[[ Supplied data, beginning ]]
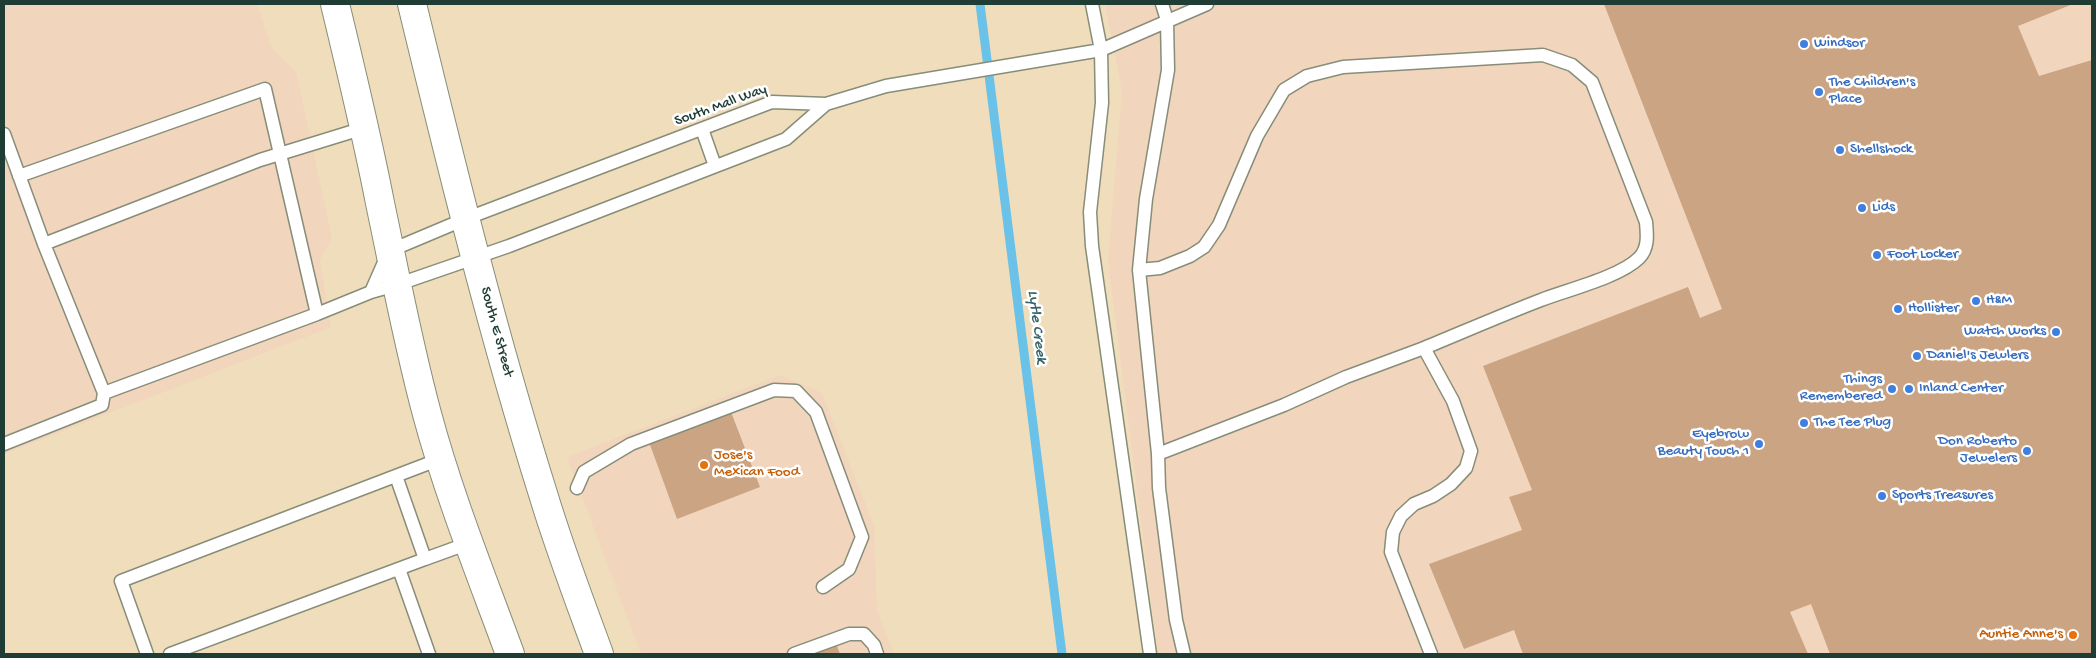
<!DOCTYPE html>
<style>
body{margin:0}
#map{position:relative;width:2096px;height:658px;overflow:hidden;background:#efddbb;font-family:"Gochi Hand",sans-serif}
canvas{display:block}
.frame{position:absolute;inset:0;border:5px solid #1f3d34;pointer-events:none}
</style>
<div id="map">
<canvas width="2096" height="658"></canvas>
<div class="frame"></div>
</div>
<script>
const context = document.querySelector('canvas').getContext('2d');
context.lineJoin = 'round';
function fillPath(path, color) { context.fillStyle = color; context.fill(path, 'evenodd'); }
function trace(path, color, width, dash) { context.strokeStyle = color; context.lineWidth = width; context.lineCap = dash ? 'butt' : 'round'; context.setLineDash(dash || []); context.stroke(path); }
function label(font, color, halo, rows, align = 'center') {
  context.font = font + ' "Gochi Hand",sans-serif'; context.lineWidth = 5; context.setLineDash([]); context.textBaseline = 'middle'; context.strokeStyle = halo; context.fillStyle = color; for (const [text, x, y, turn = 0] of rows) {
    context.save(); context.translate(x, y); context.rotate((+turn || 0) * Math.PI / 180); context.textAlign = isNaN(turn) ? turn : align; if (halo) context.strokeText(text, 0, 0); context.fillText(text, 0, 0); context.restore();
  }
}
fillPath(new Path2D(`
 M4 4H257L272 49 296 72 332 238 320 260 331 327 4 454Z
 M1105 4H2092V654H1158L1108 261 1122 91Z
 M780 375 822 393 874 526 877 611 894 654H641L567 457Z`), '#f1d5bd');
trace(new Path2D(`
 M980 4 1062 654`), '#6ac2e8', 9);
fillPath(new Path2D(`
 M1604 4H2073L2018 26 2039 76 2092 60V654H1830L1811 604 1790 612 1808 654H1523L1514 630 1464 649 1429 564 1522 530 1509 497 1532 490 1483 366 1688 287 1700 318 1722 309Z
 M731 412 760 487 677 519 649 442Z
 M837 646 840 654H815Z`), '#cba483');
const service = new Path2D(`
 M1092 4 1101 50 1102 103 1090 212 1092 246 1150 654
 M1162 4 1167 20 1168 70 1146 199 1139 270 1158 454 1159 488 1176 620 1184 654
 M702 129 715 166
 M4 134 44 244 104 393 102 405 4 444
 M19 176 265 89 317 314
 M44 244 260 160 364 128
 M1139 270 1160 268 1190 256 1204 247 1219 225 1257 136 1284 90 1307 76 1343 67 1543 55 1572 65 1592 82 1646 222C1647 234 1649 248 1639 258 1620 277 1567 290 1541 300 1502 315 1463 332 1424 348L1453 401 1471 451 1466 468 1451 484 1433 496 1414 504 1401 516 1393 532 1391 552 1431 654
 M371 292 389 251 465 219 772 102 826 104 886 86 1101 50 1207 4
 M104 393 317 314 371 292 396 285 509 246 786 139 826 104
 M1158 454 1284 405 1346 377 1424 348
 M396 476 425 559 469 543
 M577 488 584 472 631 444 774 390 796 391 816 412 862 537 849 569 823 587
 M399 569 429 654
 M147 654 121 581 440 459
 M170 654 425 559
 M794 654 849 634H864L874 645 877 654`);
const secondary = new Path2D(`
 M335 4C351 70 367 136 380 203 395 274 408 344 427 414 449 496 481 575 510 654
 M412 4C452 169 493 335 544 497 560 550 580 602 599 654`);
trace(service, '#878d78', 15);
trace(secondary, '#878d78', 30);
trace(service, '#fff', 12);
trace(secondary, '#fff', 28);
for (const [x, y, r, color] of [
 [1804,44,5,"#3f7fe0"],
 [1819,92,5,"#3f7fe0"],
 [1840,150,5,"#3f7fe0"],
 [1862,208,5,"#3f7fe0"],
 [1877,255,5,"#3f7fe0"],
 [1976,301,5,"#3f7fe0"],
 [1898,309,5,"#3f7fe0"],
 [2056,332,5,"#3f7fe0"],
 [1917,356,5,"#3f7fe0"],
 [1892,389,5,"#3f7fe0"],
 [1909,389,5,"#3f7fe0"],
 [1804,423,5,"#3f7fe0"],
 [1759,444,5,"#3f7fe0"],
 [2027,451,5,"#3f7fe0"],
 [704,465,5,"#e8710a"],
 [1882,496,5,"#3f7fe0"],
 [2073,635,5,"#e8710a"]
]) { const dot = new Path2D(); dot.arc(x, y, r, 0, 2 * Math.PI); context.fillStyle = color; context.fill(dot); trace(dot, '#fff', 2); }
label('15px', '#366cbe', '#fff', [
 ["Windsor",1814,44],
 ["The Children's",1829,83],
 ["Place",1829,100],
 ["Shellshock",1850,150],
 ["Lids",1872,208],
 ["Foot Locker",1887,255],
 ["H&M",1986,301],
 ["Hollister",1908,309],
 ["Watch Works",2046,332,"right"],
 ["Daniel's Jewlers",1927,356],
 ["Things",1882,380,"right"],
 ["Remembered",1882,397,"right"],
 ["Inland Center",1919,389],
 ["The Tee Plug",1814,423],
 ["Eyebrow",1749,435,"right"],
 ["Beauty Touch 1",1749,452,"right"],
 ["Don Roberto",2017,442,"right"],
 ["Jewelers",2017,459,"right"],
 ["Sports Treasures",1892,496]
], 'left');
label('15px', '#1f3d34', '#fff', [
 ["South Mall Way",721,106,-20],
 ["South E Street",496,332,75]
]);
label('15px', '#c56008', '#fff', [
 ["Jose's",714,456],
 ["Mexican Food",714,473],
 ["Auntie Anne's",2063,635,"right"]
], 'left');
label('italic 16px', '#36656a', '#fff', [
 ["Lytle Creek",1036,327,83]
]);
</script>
[[ Supplied data, end ]]
Your goal
The first line of the entries, the line containing "function fillPath(path, color)", and every line between them are to be output exactly; pictures are not.

Your response
<!DOCTYPE html>
<style>
body{margin:0}
#map{position:relative;width:2096px;height:658px;overflow:hidden;background:#efddbb;font-family:"Gochi Hand",sans-serif}
canvas{display:block}
.frame{position:absolute;inset:0;border:5px solid #1f3d34;pointer-events:none}
</style>
<div id="map">
<canvas width="2096" height="658"></canvas>
<div class="frame"></div>
</div>
<script>
const context = document.querySelector('canvas').getContext('2d');
context.lineJoin = 'round';
function fillPath(path, color) { context.fillStyle = color; context.fill(path, 'evenodd'); }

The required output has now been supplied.